* _Work to be completed_:
Every record below should be transcribed exactly. Omit the images.

* _Stored data entries_:
##########

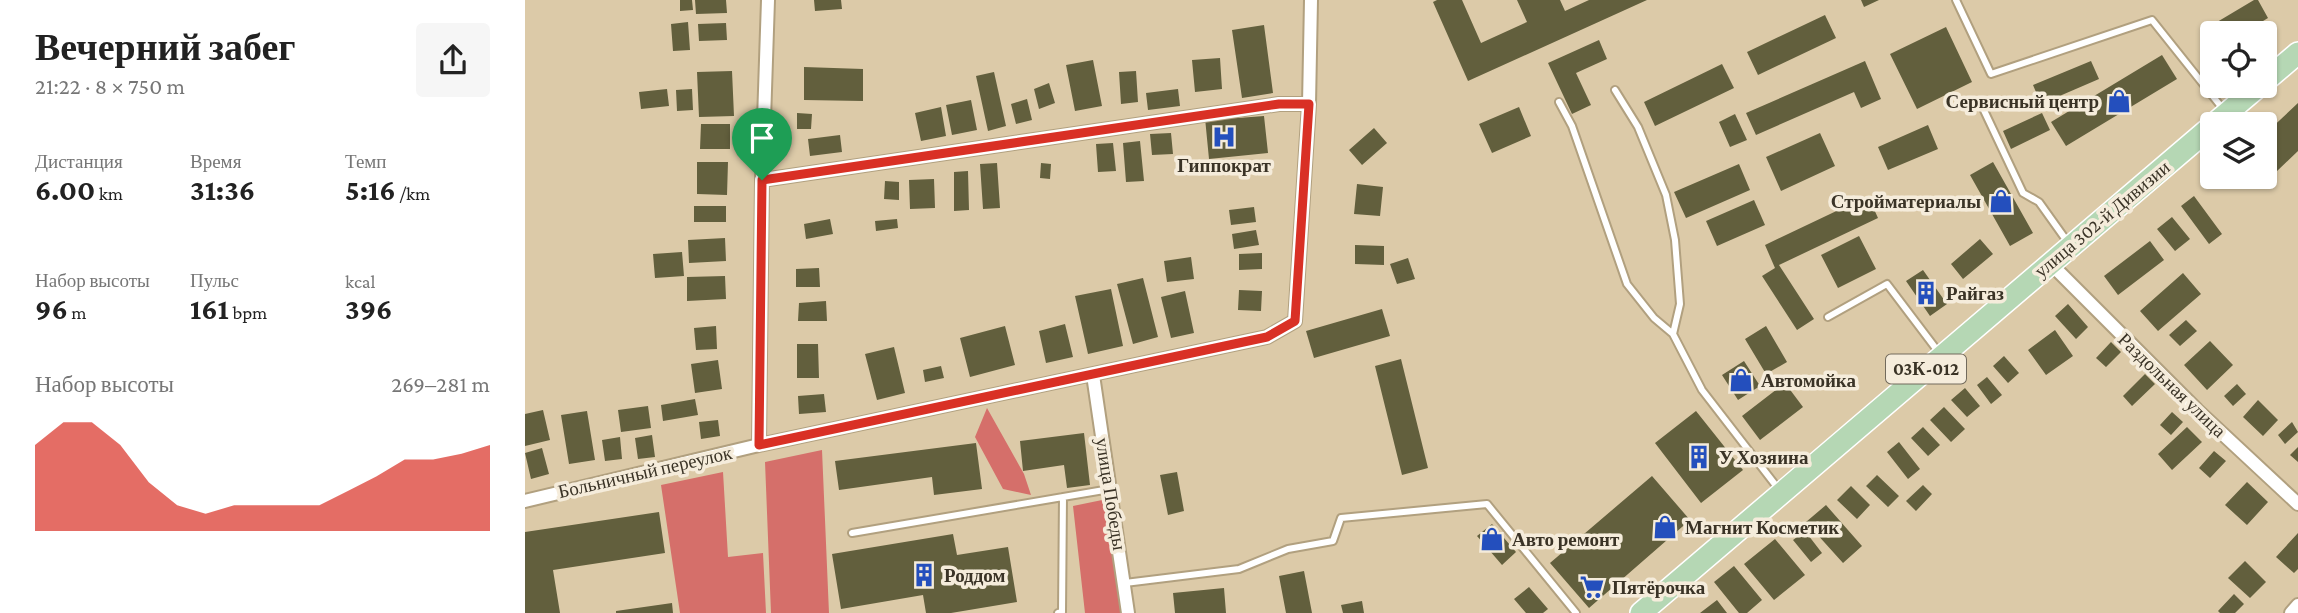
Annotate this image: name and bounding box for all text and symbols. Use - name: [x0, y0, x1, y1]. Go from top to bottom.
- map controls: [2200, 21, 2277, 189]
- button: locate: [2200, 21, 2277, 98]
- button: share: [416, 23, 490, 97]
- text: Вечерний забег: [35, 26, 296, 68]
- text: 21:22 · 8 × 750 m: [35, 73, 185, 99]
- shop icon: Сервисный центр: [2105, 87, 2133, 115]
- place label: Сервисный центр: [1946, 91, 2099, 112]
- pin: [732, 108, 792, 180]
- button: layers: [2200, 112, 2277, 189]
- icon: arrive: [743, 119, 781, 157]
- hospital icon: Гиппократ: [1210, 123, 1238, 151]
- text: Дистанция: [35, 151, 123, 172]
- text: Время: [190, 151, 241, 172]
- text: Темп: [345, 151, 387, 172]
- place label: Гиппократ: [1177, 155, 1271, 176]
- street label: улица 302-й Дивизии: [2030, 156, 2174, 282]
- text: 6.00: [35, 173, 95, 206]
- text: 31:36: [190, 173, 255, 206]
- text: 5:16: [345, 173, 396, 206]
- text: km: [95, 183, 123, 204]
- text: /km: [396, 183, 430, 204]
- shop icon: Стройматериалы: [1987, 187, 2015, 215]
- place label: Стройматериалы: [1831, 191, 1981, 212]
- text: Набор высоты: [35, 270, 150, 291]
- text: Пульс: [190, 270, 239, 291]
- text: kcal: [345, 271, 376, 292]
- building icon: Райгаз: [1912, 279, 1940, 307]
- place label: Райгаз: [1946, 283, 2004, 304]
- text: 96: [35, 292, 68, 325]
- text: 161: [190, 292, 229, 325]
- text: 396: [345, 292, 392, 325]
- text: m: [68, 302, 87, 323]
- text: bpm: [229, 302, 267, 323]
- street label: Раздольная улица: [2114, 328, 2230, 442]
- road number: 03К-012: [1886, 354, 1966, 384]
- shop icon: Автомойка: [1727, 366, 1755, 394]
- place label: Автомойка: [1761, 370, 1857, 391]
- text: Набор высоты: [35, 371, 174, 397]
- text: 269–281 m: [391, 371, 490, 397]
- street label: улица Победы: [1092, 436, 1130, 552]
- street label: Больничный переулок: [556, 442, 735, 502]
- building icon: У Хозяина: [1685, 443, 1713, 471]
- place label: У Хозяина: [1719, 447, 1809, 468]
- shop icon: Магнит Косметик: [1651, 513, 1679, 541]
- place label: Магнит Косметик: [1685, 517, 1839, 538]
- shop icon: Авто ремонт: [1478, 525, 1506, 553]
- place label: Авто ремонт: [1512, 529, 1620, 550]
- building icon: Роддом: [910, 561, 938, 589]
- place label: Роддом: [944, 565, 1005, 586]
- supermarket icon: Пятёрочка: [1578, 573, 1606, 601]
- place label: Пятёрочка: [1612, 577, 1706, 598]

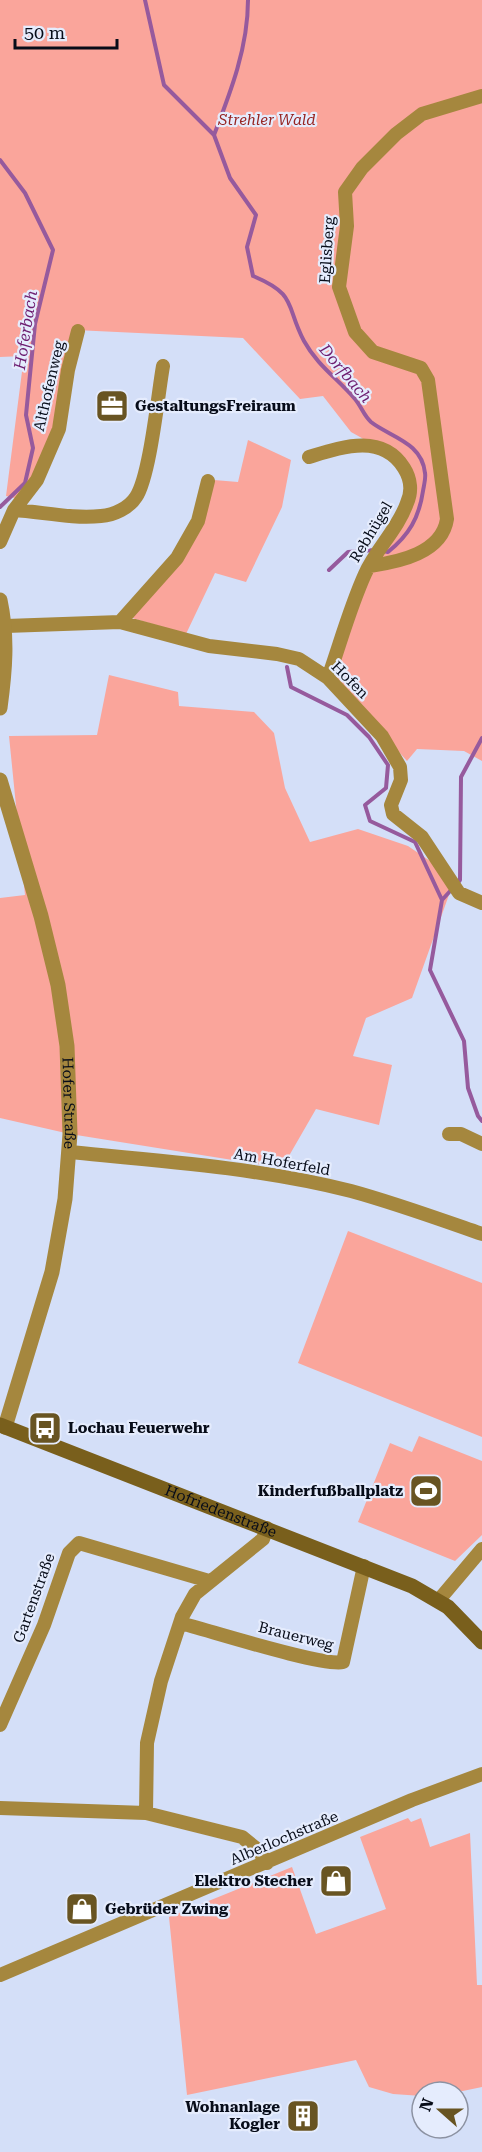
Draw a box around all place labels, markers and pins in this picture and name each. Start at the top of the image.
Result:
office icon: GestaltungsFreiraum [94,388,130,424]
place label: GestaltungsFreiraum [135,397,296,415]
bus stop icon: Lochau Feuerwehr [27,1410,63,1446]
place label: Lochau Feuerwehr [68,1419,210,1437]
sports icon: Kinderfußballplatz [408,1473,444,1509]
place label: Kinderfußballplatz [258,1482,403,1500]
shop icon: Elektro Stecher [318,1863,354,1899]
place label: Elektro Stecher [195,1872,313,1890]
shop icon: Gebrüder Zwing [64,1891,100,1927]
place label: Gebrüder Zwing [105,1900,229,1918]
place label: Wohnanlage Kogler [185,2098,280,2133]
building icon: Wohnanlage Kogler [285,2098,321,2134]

##########

* _Task output_:
Annotate this image: name and bounding box for all text and symbols. Use - name: [x0, y0, x1, y1]. Go from top to bottom.
- map controls: [2200, 21, 2277, 189]
- button: locate: [2200, 21, 2277, 98]
- button: share: [416, 23, 490, 97]
- text: Вечерний забег: [35, 26, 296, 68]
- text: 21:22 · 8 × 750 m: [35, 73, 185, 99]
- shop icon: Сервисный центр: [2105, 87, 2133, 115]
- place label: Сервисный центр: [1946, 91, 2099, 112]
- pin: [732, 108, 792, 180]
- button: layers: [2200, 112, 2277, 189]
- icon: arrive: [743, 119, 781, 157]
- hospital icon: Гиппократ: [1210, 123, 1238, 151]
- text: Дистанция: [35, 151, 123, 172]
- text: Время: [190, 151, 241, 172]
- text: Темп: [345, 151, 387, 172]
- place label: Гиппократ: [1177, 155, 1271, 176]
- street label: улица 302-й Дивизии: [2030, 156, 2174, 282]
- text: 6.00: [35, 173, 95, 206]
- text: 31:36: [190, 173, 255, 206]
- text: 5:16: [345, 173, 396, 206]
- text: km: [95, 183, 123, 204]
- text: /km: [396, 183, 430, 204]
- shop icon: Стройматериалы: [1987, 187, 2015, 215]
- place label: Стройматериалы: [1831, 191, 1981, 212]
- text: Набор высоты: [35, 270, 150, 291]
- text: Пульс: [190, 270, 239, 291]
- text: kcal: [345, 271, 376, 292]
- building icon: Райгаз: [1912, 279, 1940, 307]
- place label: Райгаз: [1946, 283, 2004, 304]
- text: 96: [35, 292, 68, 325]
- text: 161: [190, 292, 229, 325]
- text: 396: [345, 292, 392, 325]
- text: m: [68, 302, 87, 323]
- text: bpm: [229, 302, 267, 323]
- street label: Раздольная улица: [2114, 328, 2230, 442]
- road number: 03К-012: [1886, 354, 1966, 384]
- shop icon: Автомойка: [1727, 366, 1755, 394]
- place label: Автомойка: [1761, 370, 1857, 391]
- text: Набор высоты: [35, 371, 174, 397]
- text: 269–281 m: [391, 371, 490, 397]
- street label: улица Победы: [1092, 436, 1130, 552]
- street label: Больничный переулок: [556, 442, 735, 502]
- building icon: У Хозяина: [1685, 443, 1713, 471]
- place label: У Хозяина: [1719, 447, 1809, 468]
- shop icon: Магнит Косметик: [1651, 513, 1679, 541]
- place label: Магнит Косметик: [1685, 517, 1839, 538]
- shop icon: Авто ремонт: [1478, 525, 1506, 553]
- place label: Авто ремонт: [1512, 529, 1620, 550]
- building icon: Роддом: [910, 561, 938, 589]
- place label: Роддом: [944, 565, 1005, 586]
- supermarket icon: Пятёрочка: [1578, 573, 1606, 601]
- place label: Пятёрочка: [1612, 577, 1706, 598]

Draw a box around all place labels, markers and pins in this picture and name each. Start at the top of the image.
Result:
office icon: GestaltungsFreiraum [94,388,130,424]
place label: GestaltungsFreiraum [135,397,296,415]
bus stop icon: Lochau Feuerwehr [27,1410,63,1446]
place label: Lochau Feuerwehr [68,1419,210,1437]
sports icon: Kinderfußballplatz [408,1473,444,1509]
place label: Kinderfußballplatz [258,1482,403,1500]
shop icon: Elektro Stecher [318,1863,354,1899]
place label: Elektro Stecher [195,1872,313,1890]
shop icon: Gebrüder Zwing [64,1891,100,1927]
place label: Gebrüder Zwing [105,1900,229,1918]
place label: Wohnanlage Kogler [185,2098,280,2133]
building icon: Wohnanlage Kogler [285,2098,321,2134]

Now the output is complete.